When she was three years old, her mom started a small business called the “Funny-Bone Ticklers.” The business involved Roberts, her three brothers and her parents dressing up in clown costumes and performing skits for audiences.

They juggled. They danced. They made people laugh.

They performed at birthday parties, school assemblies, corporate picnics, daycares, and military bases. When Christmas came around they dressed up as elves, and in the summertime they dressed as peasants for the Renaissance Fair. When the circus came to town, they helped to warm up the audience.

“My mom knew how to diversify,” Roberts tells her friend Brad Dalrymple in this week’s StoryCorps. “She was actually a really great business owner.”

Roberts’ mom created characters for each of the family members: Roberts’ dad became “Silly Simon.” Two of her brothers were “Gabby” (which was a joke, because he didn’t talk) and “Bee Bop.” Another brother was “Mr.

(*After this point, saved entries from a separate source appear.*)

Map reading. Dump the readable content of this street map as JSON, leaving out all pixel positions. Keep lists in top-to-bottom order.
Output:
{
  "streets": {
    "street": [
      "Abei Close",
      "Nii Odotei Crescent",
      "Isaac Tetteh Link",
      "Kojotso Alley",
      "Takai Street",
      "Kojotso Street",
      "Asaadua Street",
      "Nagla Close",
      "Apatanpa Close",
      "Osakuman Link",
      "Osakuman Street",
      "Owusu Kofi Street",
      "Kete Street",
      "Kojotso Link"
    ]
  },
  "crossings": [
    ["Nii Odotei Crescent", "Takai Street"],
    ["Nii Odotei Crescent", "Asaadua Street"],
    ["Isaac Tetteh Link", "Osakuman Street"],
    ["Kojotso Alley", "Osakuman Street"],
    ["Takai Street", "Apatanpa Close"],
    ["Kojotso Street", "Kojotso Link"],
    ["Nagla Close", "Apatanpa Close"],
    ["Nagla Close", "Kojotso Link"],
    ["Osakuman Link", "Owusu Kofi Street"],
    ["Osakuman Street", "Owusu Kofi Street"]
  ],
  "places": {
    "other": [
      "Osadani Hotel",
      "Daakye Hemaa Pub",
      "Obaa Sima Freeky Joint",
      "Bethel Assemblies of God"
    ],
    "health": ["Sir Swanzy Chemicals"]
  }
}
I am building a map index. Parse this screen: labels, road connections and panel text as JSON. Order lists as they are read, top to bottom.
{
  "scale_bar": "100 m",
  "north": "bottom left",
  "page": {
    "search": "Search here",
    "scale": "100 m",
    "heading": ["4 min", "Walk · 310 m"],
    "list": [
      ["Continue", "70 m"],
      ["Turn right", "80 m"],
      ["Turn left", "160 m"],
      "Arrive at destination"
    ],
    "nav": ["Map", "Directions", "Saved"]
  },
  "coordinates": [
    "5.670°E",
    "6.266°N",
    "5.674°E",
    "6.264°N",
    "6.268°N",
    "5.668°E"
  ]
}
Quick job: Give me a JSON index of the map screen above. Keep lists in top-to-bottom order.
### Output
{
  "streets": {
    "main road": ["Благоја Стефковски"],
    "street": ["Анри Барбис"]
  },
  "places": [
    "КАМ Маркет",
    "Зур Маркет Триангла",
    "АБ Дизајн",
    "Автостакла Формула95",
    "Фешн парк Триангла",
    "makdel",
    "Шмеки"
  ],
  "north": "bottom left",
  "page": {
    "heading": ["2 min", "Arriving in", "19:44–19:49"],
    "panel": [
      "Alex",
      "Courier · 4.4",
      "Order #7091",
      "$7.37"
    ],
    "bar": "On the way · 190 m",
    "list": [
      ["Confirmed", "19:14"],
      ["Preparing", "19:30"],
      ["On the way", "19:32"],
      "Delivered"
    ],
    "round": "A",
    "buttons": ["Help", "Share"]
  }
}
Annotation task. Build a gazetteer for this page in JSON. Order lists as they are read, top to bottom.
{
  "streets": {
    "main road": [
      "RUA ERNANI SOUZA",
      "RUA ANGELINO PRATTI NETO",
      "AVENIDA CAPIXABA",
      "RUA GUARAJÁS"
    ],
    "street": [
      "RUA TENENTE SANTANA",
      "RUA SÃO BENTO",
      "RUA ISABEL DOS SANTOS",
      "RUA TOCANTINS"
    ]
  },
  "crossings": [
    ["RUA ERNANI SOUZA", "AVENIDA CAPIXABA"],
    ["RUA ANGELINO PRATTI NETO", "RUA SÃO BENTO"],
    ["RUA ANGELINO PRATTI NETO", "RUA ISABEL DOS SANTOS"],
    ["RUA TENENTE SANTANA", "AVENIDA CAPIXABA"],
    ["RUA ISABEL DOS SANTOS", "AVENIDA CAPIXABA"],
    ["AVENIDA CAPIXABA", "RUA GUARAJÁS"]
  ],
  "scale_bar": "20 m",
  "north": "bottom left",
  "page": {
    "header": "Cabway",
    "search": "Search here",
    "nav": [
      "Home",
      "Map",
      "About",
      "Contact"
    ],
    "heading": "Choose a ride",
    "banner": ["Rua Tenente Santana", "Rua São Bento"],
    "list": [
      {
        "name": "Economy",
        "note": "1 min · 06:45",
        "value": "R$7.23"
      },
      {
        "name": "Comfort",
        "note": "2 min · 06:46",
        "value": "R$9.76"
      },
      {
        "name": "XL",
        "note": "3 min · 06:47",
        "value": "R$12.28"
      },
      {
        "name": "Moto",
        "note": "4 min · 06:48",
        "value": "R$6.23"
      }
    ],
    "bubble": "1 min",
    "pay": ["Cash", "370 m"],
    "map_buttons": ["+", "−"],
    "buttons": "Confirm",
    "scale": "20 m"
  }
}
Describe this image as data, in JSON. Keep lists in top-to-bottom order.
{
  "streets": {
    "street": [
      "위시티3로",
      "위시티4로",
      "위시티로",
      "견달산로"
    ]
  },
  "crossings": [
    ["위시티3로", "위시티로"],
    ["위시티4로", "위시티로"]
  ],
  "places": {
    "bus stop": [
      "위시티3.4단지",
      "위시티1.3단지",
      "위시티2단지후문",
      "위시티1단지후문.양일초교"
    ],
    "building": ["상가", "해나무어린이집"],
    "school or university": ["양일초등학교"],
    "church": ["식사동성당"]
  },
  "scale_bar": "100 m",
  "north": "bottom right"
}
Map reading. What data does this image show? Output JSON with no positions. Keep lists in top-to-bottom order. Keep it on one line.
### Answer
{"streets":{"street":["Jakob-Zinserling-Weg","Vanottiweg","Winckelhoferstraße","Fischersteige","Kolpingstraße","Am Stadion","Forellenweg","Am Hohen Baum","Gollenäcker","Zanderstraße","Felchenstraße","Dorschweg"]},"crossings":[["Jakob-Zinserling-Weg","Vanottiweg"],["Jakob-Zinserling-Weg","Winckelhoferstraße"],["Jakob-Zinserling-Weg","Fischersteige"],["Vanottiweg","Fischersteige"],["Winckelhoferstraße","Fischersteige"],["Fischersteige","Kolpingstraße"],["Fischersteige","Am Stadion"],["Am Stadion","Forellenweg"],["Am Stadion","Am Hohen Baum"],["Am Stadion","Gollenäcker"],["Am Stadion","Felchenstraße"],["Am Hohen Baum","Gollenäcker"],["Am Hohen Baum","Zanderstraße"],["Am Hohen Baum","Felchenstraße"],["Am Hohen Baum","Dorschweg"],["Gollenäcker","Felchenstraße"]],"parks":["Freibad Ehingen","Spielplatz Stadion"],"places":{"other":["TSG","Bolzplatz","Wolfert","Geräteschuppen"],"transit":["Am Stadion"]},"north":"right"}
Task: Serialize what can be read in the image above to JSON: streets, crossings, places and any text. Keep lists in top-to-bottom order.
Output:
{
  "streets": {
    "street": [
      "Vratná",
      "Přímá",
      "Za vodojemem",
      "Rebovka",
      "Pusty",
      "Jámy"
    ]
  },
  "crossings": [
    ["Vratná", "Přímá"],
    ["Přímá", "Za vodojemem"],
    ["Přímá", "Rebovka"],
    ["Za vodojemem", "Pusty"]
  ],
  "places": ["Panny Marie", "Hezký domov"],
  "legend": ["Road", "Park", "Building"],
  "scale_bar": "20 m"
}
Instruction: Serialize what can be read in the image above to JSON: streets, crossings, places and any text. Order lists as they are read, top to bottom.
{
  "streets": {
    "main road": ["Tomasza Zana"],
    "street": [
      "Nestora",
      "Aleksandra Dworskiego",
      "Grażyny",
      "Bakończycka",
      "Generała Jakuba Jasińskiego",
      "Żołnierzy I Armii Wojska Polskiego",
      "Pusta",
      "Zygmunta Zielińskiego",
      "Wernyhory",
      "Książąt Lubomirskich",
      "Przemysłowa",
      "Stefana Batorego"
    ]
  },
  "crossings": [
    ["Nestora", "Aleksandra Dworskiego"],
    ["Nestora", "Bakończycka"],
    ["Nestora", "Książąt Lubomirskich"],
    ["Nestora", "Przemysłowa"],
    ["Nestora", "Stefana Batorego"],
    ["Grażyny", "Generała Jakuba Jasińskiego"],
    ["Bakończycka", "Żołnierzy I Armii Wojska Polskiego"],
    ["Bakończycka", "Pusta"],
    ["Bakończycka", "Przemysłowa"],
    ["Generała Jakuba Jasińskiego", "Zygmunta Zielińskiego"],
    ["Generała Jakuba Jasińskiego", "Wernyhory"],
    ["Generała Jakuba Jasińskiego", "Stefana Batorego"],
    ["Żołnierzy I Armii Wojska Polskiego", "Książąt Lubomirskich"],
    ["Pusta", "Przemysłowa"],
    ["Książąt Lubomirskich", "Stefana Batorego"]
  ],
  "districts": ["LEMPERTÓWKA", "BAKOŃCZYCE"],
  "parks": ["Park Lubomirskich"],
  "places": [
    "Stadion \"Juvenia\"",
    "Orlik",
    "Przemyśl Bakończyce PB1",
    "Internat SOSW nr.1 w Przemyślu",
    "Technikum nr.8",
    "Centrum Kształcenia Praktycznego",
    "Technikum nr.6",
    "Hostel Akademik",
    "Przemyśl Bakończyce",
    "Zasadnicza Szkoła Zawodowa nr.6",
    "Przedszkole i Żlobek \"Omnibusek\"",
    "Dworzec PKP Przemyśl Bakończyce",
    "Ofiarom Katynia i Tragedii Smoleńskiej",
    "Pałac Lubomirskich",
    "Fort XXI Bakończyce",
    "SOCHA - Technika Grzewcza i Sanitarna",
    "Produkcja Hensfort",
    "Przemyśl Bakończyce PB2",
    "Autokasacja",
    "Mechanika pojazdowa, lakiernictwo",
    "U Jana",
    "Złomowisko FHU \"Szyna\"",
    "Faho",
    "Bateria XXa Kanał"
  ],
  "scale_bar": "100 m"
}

Music Matt.” He dressed as a professional photographer and ran sound for the group. Michelle’s name was “Cutie Pie,” and she started as a mini-me to her mom’s “Petunia Pie.”

Because their makeup and wigs were so extensive, it took about three hours of prep time before a show. The family was often running late to gigs and frequently got pulled over by the cops for speeding.

“There’s two types of cops,” Michelle Roberts says. “There’s one that would walk up and just see that this giant purple van full of clowns and just start laughing. And he would let us off. But the opposite reaction was a really stone-faced cop whose reaction was like, ‘This isn’t time to clown around, guys. Here’s your ticket.’”

“My mom really treated it like a business,” Roberts says. “When we weren’t performing we were practicing and constantly coming up with new skits and writing new material.”

“It actually got to the point where the school were threatening to hold us back, so I was homeschooled for most of my education.”

“I don’t tell people about it very often,” Roberts says, “because I think that everyone thinks that clowns are weird.”

“Like my boyfriend, we had been dating casually for a month or something and I said, there’s something I have to tell you about my childhood. And I pulled out some pictures and he was flipping through them and he got a little overwhelmed. When he got to the elves, he was like, ‘This is too much.’”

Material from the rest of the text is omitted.